Vale lembrar que isso aconteceu na década de 1970, na Califórnia. Todo mundo ia dirigindo para todo canto, então abrir mão por completo dos veículos motorizados foi um passo ousado.
John se viu caminhando sozinho.
“Achei que todo mundo caminharia comigo, porque o derramamento de óleo impactou as pessoas com tanta força que elas diziam coisas como ‘vou parar de andar de carro’. Por isso, não era estranho eu dizer isso.”
“No entanto, quando eu cumpri (o que dizia), me falaram: ‘Para que você está fazendo isso? É loucura! Nada vai mudar.'”
“Mas, como minha mãe dizia, sou teimoso e continuei andando.”
“Enquanto estava fazendo isso, algo começou a acontecer. Comecei a gostar. Comecei a gostar de viver onde vivia, e de não ter que pegar meu carro e ir para a cidade ou fazer compras nas lojas… Me tornei parte do lugar onde vivia.”
Controvérsias
Aos poucos, John percebeu que, em vez do seu mundo encolher por se tornar tão local, ele estava se expandindo.
“Não é incrível? Como eu me deslocava tão rápido antes, tinha muito pouco tempo para me dar conta do que estava ao meu redor; sair do carro foi uma oportunidade para eu experimentar meu entorno em um ritmo humano.”
Mas sua decisão causou polêmica.
“As pessoas discutiam comigo sobre se um indivíduo poderia fazer a diferença.”
Os motoristas o criticavam por fazê-los se sentir mal ou por querer que se sentissem mal, e John se defendia… até se cansar do som de sua própria voz.
Um presente
Na véspera de seu aniversário de 27 anos, John estava lendo O Hobbit, de J. R. R. Tolkien, e teve uma ideia.
“Aqueles que leram sabem que quando os hobbits fazem aniversário, eles não esperam receber presentes, eles dão (presentes).”
Como falava pelos cotovelos, ele decidiu qual poderia ser seu presente para os outros: “Vou parar de falar nesse dia”.
“Me levantei então naquela manhã e fiquei em silêncio.”
Mas com tantas trocas em um dia normal… como será que ele resistiu a falar?
“Foi muito interessante, porque as pessoas tinham muito a dizer e, para sua surpresa e deleite, eu só escutava.”

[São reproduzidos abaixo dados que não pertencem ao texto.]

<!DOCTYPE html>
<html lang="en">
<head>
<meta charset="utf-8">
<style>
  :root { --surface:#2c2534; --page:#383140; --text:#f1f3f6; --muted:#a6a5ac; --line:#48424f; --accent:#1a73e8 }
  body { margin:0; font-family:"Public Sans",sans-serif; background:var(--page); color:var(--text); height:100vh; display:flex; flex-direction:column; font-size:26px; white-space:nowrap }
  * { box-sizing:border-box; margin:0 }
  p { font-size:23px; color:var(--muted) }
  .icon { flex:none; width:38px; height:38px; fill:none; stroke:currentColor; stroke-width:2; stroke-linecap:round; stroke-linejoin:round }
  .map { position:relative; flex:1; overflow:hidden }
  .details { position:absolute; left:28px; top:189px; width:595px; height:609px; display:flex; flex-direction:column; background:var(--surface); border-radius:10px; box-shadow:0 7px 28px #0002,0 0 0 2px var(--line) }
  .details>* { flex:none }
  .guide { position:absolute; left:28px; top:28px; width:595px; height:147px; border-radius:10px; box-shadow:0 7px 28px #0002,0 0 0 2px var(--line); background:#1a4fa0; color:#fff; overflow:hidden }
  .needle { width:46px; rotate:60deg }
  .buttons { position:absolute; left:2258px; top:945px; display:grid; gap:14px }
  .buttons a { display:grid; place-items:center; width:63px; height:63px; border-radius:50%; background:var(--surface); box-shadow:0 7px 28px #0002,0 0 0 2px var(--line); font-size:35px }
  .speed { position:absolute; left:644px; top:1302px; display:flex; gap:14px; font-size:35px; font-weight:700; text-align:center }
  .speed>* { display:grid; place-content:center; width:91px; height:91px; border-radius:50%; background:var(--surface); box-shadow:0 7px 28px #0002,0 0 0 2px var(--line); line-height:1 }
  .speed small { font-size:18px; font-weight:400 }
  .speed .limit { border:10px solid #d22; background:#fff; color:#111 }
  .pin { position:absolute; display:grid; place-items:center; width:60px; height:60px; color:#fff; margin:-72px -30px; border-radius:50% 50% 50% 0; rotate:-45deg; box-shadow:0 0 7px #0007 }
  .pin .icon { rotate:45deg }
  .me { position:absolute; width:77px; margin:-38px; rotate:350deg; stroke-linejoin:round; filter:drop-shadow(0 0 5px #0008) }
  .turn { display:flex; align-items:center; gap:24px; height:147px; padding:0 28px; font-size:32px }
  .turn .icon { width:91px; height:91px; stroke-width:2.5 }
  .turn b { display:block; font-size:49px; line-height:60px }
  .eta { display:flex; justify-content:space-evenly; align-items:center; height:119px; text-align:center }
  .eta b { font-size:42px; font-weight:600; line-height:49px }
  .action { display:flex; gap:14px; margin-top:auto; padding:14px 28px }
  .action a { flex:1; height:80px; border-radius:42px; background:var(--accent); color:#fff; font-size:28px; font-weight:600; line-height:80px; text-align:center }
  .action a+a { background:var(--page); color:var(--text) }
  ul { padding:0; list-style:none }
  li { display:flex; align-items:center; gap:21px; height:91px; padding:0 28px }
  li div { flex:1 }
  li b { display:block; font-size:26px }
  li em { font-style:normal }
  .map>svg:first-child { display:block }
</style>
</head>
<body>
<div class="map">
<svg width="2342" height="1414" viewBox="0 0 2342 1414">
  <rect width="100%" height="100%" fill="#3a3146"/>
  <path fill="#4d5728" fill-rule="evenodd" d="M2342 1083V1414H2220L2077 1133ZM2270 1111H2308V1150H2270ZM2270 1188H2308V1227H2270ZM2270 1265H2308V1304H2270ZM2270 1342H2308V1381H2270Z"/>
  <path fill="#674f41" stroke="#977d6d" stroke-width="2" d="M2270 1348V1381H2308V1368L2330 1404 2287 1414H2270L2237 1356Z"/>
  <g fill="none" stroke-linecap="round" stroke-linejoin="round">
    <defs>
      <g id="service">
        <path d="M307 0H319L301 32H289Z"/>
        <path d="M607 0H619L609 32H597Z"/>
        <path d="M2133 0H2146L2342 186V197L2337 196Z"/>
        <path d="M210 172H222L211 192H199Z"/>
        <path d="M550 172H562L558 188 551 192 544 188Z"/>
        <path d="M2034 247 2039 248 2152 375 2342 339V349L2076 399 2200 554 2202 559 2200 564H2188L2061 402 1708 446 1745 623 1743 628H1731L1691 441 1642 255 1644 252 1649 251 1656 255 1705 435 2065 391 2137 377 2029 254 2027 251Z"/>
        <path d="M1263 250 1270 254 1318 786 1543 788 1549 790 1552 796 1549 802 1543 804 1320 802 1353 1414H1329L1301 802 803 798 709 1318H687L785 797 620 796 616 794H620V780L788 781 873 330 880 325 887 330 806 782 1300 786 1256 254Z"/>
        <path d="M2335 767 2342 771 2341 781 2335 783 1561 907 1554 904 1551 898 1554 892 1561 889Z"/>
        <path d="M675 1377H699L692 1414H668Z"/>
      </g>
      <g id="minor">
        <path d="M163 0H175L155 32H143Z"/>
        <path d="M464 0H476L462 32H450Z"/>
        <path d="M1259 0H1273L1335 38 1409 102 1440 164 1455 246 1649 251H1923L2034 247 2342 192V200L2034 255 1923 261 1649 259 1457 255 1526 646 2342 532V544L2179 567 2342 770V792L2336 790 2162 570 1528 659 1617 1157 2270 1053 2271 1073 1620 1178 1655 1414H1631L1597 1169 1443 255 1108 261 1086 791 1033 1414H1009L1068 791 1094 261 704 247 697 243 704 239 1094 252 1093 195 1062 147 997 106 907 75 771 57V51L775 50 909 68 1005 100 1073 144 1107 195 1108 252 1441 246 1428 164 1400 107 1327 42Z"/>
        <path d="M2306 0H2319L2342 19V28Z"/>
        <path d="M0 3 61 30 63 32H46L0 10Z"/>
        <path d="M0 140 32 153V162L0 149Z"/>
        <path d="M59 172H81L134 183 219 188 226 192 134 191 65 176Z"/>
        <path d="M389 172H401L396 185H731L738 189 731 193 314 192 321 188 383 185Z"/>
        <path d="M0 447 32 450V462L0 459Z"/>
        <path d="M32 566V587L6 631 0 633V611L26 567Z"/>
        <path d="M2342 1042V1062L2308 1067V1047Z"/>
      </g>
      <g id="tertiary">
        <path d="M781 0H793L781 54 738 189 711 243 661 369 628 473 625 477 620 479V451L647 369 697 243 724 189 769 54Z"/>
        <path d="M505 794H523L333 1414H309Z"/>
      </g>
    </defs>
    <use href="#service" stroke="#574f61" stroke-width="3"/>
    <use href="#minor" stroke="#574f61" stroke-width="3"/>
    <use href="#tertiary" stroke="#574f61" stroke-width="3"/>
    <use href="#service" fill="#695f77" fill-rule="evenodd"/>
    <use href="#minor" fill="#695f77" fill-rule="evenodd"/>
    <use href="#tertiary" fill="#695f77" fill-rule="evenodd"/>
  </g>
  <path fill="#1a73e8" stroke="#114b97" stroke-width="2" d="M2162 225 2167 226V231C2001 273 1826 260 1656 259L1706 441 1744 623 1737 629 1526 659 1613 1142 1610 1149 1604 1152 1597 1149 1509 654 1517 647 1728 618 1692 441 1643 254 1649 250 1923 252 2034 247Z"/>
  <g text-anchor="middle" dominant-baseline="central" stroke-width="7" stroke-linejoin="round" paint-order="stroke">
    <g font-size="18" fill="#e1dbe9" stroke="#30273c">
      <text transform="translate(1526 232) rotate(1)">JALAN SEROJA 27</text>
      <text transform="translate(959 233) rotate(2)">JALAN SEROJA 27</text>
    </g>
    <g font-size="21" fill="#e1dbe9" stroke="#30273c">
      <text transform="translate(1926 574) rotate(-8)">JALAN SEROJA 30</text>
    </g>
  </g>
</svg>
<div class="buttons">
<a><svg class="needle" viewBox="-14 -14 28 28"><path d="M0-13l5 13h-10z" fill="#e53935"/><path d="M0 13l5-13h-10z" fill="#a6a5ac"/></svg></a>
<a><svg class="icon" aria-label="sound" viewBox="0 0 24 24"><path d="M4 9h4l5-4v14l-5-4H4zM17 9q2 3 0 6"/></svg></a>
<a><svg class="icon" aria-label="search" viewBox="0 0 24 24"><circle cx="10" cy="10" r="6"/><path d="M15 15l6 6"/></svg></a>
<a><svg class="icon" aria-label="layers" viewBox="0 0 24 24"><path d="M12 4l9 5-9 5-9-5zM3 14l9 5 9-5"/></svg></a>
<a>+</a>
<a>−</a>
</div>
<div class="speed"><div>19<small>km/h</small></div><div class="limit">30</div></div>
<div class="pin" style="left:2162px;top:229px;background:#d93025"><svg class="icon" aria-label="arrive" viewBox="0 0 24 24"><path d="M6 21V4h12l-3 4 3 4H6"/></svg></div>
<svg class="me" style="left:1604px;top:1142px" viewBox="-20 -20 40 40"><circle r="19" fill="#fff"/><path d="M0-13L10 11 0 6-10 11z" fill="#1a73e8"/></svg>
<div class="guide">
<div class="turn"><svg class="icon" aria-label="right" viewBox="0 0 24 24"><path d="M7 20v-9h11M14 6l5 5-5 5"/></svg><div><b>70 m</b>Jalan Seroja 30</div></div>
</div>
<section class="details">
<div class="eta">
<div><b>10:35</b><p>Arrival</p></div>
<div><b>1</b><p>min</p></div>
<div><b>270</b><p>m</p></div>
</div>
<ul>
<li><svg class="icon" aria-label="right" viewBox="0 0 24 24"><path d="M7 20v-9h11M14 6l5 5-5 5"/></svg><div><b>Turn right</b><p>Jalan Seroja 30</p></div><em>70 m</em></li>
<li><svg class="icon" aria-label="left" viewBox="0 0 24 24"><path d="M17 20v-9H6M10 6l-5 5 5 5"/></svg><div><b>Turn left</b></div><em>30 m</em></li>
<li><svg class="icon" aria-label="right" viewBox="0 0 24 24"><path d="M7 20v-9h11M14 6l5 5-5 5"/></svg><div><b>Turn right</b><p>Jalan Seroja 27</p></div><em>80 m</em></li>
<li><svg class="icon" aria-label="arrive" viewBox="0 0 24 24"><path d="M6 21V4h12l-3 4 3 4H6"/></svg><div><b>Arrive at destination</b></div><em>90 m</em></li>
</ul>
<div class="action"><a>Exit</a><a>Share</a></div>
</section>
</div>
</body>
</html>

“Para mim, foi revelador porque ouvi o que as pessoas tinham a dizer, talvez pela primeira vez.”
“Até este dia, o que eu costumava fazer quando começavam a falar comigo, era pensar no que eu ia responder, em como ia dizer que estavam equivocados e eu tinha razão.”

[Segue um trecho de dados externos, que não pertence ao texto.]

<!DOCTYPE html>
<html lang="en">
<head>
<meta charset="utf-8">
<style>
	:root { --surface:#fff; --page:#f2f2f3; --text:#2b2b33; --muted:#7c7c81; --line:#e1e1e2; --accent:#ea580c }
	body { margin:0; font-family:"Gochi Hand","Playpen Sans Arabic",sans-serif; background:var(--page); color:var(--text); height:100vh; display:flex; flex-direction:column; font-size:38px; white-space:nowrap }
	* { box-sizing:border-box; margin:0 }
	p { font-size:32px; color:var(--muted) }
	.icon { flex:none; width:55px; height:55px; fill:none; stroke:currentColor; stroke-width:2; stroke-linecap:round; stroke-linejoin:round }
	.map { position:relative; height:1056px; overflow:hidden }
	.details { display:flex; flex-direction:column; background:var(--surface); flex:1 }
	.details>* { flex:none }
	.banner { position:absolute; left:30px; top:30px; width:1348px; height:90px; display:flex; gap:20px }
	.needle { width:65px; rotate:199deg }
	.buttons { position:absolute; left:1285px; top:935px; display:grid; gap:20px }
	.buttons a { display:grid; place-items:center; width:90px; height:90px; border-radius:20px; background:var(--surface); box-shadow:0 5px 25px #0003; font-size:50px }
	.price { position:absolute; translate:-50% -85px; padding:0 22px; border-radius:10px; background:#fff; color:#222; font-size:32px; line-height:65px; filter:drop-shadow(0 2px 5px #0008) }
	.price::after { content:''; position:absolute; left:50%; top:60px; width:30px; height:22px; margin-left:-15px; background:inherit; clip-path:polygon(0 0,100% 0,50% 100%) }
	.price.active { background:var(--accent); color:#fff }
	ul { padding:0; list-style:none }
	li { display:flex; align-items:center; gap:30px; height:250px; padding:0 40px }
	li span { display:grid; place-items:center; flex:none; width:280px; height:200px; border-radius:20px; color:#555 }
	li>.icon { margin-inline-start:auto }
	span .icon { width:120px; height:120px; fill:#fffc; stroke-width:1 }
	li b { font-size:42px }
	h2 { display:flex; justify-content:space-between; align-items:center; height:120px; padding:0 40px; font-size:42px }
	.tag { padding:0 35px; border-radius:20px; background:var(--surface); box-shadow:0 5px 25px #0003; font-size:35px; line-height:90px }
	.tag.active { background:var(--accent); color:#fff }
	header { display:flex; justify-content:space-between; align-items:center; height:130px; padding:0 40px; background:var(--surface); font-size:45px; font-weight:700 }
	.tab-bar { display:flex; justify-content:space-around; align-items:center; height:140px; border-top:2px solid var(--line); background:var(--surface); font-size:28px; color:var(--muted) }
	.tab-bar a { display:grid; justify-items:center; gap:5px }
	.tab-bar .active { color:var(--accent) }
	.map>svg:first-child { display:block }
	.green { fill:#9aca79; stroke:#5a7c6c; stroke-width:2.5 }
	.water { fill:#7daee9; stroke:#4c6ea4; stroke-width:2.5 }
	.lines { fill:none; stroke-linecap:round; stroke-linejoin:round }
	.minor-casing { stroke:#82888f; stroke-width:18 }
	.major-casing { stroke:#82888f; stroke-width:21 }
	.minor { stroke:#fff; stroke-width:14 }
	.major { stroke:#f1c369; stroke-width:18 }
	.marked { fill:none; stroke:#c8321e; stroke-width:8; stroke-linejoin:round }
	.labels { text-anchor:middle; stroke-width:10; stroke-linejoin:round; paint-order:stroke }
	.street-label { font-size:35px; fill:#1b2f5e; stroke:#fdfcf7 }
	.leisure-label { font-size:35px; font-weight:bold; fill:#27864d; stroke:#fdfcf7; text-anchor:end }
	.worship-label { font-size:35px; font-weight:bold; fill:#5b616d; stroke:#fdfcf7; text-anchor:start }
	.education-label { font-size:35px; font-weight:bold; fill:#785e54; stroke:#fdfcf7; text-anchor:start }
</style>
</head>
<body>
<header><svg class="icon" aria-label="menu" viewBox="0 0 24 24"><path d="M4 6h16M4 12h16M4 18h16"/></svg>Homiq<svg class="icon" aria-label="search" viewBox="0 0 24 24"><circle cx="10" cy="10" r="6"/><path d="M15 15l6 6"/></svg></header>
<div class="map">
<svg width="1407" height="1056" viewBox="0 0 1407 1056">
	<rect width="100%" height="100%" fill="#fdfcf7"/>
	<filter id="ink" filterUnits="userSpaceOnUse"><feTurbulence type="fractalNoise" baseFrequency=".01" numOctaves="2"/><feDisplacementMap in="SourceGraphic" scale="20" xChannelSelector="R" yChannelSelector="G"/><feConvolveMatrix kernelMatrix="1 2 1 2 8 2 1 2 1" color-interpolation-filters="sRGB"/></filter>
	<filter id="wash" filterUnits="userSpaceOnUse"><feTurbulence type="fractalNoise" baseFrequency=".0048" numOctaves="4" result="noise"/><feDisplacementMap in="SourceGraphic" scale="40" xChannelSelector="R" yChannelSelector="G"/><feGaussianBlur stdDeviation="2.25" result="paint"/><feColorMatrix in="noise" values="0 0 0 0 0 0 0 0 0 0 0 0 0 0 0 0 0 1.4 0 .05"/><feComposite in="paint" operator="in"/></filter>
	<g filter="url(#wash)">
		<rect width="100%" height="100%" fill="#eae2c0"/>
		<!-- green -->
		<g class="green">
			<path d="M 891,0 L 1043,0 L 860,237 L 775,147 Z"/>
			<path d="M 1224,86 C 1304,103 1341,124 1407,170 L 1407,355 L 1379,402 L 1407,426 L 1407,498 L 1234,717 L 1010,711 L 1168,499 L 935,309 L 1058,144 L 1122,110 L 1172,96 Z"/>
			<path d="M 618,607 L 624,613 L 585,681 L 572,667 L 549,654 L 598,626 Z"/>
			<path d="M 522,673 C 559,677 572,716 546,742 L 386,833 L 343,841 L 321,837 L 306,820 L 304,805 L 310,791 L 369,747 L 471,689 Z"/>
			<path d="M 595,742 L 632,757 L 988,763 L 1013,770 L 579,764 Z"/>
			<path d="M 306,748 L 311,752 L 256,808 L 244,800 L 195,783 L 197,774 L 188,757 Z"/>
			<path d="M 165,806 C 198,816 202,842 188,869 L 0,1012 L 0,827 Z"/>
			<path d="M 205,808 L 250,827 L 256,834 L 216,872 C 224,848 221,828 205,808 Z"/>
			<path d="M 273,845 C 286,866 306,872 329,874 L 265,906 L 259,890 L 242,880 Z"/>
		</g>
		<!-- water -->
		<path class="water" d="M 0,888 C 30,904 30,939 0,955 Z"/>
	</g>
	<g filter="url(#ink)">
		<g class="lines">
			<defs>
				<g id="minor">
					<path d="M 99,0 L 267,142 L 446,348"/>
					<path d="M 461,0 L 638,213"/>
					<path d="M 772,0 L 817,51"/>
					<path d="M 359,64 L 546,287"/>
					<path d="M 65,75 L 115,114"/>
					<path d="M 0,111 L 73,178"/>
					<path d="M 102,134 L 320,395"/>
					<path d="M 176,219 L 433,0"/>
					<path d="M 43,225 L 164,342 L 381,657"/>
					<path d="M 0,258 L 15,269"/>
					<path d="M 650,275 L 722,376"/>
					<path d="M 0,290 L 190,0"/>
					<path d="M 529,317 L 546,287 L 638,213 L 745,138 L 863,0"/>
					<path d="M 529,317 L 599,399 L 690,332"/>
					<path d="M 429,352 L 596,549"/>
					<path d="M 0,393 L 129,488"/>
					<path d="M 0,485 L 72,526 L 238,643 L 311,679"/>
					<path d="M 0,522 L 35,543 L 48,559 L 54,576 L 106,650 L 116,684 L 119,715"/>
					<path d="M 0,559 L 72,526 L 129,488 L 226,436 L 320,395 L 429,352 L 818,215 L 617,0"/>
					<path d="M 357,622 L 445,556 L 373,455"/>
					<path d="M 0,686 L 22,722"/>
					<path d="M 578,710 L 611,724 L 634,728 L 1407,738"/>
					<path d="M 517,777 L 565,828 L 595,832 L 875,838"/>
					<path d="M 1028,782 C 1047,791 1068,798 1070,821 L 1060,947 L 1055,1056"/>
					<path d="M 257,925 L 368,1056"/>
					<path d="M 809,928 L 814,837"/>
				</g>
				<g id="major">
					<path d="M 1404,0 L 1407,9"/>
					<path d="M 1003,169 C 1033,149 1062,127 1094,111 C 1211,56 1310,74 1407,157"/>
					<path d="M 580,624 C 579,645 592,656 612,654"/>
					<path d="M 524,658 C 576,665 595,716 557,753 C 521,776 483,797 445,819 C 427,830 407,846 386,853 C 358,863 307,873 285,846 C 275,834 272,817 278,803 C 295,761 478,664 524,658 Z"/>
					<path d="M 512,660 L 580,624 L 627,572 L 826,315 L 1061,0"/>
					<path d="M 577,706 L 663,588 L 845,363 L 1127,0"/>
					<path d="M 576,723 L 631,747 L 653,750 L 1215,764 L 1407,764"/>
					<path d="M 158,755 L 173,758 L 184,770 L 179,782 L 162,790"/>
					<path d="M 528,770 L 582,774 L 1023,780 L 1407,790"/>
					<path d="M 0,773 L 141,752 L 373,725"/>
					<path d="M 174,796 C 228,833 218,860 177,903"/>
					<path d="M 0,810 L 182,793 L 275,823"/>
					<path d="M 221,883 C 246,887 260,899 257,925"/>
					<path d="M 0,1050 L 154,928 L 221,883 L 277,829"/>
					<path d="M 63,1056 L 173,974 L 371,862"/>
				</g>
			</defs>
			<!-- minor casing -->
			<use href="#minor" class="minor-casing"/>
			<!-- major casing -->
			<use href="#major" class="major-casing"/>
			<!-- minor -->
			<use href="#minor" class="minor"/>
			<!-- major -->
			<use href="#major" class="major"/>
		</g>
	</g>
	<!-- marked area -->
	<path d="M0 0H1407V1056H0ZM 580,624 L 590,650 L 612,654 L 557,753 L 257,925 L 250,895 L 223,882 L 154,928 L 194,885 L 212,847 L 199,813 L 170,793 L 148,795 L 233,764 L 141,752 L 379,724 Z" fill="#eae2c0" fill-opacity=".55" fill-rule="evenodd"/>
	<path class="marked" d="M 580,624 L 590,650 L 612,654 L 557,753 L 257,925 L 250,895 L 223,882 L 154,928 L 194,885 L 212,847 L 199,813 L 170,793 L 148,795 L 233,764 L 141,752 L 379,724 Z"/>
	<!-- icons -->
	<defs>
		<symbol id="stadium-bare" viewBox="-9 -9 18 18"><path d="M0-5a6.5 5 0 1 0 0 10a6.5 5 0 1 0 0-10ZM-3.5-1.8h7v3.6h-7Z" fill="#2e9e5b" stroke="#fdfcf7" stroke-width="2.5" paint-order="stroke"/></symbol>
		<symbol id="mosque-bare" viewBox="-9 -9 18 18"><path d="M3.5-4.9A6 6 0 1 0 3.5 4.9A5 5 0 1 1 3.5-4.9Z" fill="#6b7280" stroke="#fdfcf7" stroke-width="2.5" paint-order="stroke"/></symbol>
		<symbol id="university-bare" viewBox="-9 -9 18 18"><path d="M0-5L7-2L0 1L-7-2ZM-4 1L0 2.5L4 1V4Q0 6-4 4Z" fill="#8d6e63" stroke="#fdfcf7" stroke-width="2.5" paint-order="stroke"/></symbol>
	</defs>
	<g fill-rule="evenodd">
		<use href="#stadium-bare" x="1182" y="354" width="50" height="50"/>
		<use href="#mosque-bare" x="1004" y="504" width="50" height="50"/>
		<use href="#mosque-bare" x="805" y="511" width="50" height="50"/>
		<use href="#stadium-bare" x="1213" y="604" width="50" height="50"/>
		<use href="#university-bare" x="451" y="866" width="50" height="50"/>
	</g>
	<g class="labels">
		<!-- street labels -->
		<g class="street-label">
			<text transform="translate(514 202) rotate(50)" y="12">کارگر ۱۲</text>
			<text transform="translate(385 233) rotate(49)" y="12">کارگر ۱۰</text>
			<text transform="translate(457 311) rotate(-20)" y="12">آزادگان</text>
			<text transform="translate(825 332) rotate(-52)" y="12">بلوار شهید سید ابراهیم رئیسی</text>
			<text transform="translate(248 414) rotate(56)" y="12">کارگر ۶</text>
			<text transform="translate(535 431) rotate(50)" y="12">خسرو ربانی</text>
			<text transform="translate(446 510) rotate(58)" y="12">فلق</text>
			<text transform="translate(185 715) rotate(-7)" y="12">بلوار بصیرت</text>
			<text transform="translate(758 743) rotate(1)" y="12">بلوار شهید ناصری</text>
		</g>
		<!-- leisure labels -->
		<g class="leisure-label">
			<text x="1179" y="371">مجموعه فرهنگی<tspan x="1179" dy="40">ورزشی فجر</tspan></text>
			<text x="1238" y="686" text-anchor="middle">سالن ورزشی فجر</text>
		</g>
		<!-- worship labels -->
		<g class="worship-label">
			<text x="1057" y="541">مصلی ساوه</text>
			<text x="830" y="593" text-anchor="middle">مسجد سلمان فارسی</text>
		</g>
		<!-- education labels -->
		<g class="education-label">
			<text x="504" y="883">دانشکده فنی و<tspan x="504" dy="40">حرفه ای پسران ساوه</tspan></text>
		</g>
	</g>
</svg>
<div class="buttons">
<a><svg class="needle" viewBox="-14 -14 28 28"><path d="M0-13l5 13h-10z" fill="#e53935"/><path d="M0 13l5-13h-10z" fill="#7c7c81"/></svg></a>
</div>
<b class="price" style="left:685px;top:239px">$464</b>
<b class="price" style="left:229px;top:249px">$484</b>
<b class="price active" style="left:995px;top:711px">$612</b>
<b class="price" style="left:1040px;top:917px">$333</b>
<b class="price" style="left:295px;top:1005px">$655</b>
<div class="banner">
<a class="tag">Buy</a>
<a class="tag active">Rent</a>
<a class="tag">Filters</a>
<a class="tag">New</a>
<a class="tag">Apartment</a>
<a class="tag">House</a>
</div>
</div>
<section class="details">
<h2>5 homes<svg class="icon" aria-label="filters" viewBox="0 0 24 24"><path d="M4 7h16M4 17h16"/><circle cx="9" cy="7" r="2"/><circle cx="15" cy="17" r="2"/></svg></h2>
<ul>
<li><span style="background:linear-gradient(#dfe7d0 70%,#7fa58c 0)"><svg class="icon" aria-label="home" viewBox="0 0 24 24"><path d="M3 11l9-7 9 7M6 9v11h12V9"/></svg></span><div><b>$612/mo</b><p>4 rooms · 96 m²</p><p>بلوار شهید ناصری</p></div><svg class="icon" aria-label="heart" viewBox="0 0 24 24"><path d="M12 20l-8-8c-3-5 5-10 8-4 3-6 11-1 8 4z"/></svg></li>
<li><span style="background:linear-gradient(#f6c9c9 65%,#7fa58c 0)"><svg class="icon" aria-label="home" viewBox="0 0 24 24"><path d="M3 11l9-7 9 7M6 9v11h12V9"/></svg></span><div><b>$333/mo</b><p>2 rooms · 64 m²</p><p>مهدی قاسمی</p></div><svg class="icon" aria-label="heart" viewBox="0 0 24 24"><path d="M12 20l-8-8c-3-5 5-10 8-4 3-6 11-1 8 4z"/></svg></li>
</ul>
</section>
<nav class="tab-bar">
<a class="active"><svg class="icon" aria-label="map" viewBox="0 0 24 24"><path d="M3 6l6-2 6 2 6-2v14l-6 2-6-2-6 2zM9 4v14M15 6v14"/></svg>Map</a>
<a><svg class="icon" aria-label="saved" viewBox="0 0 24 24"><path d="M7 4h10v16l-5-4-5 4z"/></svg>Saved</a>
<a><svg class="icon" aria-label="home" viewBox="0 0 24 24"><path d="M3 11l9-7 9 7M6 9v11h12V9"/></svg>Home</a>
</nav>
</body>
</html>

“Durante esse voto de silêncio de 24 horas, percebi que não escutava ninguém e que, agora que estava escutando, poderia aprender alguma coisa.”
“Pensei: ‘Vou ficar calado outro dia’, que se transformou em outro dia e depois em uma semana.”
Mas o que será que seus amigos diziam: o encorajavam ou dissuadiam?
“Minha namorada ficou muito feliz no começo, mas depois de uma semana mais ou menos ela queria saber quando eu ia parar. E muita gente achava que eu era um pouco louco… eu mesmo me perguntava se não era.”
E por que então não voltou a falar?
“Porque me senti bem, porque percebi que estava aprendendo. E quando estava andando na natureza, sentia que era realmente um lugar que precisava explorar. Era algo que precisava fazer.”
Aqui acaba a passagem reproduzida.